Owning it

Owning it

With the best will in the world, you can't always get it right. I can identify a few occassions in my professional life where I have been objectively wrong.

I've never had a problem admitting liability evn though it galls me to do so sometimes. It's just how I was raised and something that I have my parents to thank.

My strangest observation is the reaction "mea culpa" receives from others. Because sticking your hand up and saying "it was my fault" is so regrettably uncommon both in business and in life, there are a few main categories of response.

Category 1 - suspicion. It's true. The human ear of 2024 is so attuned to spin and might I use the French word bullshitee? that an authentic apology or acknowledgement of responsibility can sometimes be viewed as some kind of tactic. He's just saying that for reasosn of personal glory or self-aggrandisement.

Category 2 - that's not all. Love this one. This one particularly appeals to people who are always looking to deflect responsibility themselves. How does this one work? Well, if he did that, what about all these other as yet unallocated crimes, misdemeanours and failures. It's probably him too. See what a track record he has?
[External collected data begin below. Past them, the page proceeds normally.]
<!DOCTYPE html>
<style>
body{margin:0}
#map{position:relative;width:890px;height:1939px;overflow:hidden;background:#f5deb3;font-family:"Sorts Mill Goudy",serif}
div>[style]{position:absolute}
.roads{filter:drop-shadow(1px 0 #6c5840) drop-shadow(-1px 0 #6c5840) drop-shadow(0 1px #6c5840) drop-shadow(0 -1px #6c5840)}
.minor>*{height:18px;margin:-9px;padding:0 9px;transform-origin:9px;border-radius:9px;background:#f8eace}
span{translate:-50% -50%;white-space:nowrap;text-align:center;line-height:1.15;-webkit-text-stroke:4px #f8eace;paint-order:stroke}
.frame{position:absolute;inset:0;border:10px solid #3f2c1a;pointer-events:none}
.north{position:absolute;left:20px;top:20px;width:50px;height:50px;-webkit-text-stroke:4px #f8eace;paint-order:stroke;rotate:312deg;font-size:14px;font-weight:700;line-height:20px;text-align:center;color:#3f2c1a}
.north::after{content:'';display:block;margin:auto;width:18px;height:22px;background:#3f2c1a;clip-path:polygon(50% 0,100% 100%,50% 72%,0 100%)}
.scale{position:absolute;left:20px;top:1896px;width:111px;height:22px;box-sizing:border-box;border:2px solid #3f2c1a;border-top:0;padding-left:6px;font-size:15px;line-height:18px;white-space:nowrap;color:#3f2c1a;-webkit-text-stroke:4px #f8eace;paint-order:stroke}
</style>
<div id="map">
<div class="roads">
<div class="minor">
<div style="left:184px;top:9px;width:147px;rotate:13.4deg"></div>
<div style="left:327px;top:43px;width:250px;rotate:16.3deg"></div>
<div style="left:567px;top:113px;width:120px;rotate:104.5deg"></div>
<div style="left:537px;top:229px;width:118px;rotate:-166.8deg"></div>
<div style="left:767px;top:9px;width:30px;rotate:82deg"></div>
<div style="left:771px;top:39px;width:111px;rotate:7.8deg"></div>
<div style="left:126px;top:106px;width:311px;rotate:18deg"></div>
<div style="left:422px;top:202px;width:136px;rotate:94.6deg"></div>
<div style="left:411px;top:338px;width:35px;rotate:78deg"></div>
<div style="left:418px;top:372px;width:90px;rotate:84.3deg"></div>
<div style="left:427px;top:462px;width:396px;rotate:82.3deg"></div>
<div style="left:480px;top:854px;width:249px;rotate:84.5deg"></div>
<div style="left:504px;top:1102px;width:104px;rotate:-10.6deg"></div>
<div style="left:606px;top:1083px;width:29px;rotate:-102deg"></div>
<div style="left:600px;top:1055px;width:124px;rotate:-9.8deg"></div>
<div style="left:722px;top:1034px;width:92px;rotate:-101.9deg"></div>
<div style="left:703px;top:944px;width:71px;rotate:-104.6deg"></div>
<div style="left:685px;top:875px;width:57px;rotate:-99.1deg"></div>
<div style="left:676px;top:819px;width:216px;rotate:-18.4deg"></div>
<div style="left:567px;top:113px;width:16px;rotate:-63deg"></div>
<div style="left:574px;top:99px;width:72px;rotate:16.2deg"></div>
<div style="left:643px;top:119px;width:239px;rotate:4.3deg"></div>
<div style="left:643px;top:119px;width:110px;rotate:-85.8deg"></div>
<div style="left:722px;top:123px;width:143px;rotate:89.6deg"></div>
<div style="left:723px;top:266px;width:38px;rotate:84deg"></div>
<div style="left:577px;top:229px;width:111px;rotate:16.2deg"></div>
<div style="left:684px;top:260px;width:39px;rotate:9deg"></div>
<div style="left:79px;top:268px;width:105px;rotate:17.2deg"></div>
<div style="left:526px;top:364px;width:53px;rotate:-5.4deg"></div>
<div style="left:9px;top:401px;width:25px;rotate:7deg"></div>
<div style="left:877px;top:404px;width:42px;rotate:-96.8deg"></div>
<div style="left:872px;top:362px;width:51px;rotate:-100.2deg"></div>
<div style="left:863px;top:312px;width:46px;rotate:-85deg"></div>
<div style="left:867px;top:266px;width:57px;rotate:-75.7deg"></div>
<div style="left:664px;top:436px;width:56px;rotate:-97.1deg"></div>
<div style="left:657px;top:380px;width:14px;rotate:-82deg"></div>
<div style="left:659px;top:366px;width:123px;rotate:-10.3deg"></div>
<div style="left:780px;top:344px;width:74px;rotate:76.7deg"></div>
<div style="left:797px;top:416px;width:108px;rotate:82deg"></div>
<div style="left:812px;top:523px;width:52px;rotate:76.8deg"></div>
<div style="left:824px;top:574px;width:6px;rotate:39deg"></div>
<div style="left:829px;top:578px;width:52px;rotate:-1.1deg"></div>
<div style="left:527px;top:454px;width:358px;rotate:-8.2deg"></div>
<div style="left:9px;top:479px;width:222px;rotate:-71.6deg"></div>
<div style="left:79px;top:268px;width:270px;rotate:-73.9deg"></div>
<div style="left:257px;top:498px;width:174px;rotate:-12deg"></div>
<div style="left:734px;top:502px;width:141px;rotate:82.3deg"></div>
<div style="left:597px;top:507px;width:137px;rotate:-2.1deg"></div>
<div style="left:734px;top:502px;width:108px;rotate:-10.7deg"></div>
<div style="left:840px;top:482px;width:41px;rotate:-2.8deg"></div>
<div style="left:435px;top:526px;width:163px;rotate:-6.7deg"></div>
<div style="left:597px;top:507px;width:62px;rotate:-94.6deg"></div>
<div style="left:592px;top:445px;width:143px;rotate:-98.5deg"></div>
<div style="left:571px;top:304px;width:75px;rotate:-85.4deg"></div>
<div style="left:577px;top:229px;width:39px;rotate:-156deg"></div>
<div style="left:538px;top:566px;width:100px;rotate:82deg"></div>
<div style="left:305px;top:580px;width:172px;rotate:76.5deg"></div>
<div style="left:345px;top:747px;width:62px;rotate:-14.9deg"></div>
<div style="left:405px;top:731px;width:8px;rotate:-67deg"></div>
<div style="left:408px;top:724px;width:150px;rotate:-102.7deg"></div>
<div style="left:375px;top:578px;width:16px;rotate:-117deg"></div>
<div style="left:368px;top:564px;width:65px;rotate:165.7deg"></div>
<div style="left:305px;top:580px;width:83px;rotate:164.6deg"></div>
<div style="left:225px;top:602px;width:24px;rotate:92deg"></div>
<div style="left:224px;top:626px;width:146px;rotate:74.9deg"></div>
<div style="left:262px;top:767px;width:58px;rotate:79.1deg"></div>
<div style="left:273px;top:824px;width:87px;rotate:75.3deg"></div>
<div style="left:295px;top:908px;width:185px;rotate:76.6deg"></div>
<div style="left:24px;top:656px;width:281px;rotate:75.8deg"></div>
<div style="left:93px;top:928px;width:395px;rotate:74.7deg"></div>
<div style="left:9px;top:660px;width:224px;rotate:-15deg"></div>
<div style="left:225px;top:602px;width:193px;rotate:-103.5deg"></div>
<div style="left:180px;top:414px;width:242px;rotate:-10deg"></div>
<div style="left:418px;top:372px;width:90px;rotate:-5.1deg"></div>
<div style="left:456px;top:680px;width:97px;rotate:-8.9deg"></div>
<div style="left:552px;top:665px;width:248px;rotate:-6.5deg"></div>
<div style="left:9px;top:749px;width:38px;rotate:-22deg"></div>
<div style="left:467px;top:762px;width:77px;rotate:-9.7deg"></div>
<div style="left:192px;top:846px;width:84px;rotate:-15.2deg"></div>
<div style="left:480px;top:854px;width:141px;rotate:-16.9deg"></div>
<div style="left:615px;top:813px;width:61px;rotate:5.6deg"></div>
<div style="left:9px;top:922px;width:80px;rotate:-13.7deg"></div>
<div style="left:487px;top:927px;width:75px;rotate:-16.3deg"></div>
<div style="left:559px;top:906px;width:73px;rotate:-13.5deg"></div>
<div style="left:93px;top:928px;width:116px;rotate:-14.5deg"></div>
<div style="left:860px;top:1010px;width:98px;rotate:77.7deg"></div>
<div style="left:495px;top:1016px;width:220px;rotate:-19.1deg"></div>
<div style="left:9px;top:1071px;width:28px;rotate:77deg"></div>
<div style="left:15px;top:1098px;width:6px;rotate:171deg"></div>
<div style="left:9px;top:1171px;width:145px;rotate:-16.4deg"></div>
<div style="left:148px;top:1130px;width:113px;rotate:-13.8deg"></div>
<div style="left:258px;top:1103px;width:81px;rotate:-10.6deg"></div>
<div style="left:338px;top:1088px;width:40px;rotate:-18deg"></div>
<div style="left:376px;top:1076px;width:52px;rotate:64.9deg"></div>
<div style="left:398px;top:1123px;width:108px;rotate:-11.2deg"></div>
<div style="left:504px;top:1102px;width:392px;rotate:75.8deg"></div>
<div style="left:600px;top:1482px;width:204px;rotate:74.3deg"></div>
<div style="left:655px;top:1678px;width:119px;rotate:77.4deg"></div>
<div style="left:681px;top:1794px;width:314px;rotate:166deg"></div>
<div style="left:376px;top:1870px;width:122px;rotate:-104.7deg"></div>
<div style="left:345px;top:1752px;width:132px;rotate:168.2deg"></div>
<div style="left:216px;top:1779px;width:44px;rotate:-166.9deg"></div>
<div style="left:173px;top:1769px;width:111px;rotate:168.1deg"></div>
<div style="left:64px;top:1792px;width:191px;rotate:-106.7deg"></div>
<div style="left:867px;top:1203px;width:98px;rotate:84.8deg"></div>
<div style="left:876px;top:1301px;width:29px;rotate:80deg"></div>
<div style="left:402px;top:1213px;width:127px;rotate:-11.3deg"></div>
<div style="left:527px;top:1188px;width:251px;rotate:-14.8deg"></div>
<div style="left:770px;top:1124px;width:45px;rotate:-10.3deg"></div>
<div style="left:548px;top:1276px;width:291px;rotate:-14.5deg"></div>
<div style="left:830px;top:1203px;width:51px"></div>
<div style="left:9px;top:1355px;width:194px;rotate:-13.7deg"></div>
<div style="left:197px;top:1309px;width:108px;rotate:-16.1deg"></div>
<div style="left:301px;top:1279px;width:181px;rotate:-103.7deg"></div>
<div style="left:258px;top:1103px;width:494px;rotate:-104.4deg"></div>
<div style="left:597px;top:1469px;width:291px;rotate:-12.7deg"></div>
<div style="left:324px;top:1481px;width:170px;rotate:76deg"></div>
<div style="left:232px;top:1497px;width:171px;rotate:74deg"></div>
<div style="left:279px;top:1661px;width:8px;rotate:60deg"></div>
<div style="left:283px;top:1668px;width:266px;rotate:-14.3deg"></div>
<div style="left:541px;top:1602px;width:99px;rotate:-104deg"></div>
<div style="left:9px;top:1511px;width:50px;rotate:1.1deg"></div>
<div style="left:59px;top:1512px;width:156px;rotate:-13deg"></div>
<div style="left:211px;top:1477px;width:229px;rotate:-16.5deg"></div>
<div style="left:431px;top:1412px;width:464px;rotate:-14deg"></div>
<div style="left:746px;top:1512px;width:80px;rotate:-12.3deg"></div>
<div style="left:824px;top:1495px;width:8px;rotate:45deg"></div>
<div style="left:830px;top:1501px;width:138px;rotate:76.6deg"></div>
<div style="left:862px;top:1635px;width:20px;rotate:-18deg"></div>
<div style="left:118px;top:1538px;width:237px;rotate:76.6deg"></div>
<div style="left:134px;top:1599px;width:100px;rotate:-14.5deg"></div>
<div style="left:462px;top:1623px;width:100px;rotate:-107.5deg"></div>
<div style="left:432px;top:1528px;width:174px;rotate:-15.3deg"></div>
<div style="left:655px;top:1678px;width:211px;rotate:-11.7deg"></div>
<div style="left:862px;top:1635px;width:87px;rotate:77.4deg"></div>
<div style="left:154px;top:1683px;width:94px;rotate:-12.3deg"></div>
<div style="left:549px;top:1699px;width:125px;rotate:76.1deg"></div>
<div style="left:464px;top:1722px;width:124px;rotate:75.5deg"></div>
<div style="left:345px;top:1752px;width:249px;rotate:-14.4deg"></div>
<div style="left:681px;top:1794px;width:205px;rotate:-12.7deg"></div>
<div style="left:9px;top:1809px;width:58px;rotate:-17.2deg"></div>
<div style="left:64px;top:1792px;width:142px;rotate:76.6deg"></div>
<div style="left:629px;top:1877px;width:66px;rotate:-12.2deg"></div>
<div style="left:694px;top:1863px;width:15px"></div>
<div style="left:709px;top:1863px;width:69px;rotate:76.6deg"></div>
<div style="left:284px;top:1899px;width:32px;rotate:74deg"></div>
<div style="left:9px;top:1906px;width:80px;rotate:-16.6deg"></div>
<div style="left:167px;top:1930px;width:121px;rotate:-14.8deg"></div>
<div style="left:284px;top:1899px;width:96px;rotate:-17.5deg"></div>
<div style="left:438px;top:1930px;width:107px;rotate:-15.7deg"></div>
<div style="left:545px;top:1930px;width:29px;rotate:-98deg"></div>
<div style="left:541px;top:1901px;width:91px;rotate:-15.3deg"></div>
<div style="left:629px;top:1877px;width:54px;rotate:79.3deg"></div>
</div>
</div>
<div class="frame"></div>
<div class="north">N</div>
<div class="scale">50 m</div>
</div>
Category 3 - it can't be you. Far and away the most comforting and hardest to shift response. This is where your "supporters" or people who gravitate to you and like who you are and what you do refuse to believe your owning responsibility. "It's not your fault. X made you do it or Y is behind it". Owning your mistakes, even when you're very clear in your own mind about your culpability, can be made exponentially harder when you combine it with having a fan base that won't accept it. It's like you're constantly having to go back and re-confirm your guilt, as if it wasn't hard enough the first time.

Category 4 - fake news.

There's an expression by Maya Angelou that says "if people show you who they are, believe them". It applies as much to the cheats and liars and deflectors as it does to the honest and truthful and that's the problem.

So now we are back to square one. If we just believe what everyone says because they've said it, we will fall for any old thing.

Category 1 people often come from the group who never accept responsibility and sigh with relief whenever someone else does the right thing.

Category 2 people are often the many who have done wrong, never get caught and see a way to pin their stuff on you. As we do when trying to distract small children, they might as well be saying - "OOOOOH LOOK, AN AEROPLANE!!!" and pointing at you.

Category 3 people are often people who believe in fairness and balance. They see that you have a pretty good handle on right and wrong and when you stick your hand up they instinctively think it's unfair because of all the other things that other people have done that no-one says anything about. Let's call them the cognitive dissonance crowd.

Category 4 is where Donald Trump supporters live. They are superficially similar to the Category 3 people because they won't let what's in front of their eyes guide them. But, instead of wanting to believe the best about you, they are on a different trajectory. They don't care what you've done or said because they are on "Team You" ride or die and so errors and lies and manipulations just get baked in. The truth is irrelevant.

So what's the point here? Well, we each get to choose how we relate to the behaviour and thinking of others. My suggestion is quite simple. In a one-off situation it is almost impossible to tell whether a person is being straight-up or fabricating.

History and patterns are the things to look for. If someone has a pattern of deflection or untruth, there will be a growing pile of evidence backed up behind them that doesn't add up.

If someone has a pattern of accepting responsibility, it will show. They will have a pile of evidence that they are truth-tellers.

There's one more category we haven't talked about and for the sake of keeping this uniform, let's call it...

Category 5. This is the rarest category of all and the responses drive people off the wall. I said at the start that I don't find it difficult to admit responsibility, but it goes further than that. I find often in life that there are complex situations and the stuckness that comes with everyone standing back in their corner unwilling to break the tie.

Pople who know me can attest to the fact that I will frequently find the part of the breakdown or stand-off that I can rightfully own. That's not to lie and say "I did it" when I didn't. It's just locating the behaviour of your own that may have contributed to the situation. It may only be obliquely and not be the main cause, but if the object of the exercise is to shift thinking and break unproductive deadlocks, it is valid and purposeful.

I've got a word for this behaviour. You may have heard of it. I call it Leadership. That thing that has you thinking about the good of the group before polishing your own mana. This takes courage and a strong sense of belief in the whole being greater than the sum of its parts.

Don't be fooled. Sometimes just having a desire to do the right thing can have a horribly triggering effect on others. You may get hated and vilified for it. You may get deliberately misinterpreted and you're quite likely to be written off as weak.

Here's what I have to say to that. Leadership is a privilege and the greatest privilege of all as a leader is knowing that through your actions you have made some tiny improvement to the qualuty of someone elses life. They may not see or feel it straight away, but like a stream slowly carves a path through solid rock, over time you will make a difference.

Leadership - not always fun, but always a wonderful power to exercise and fabulous to see.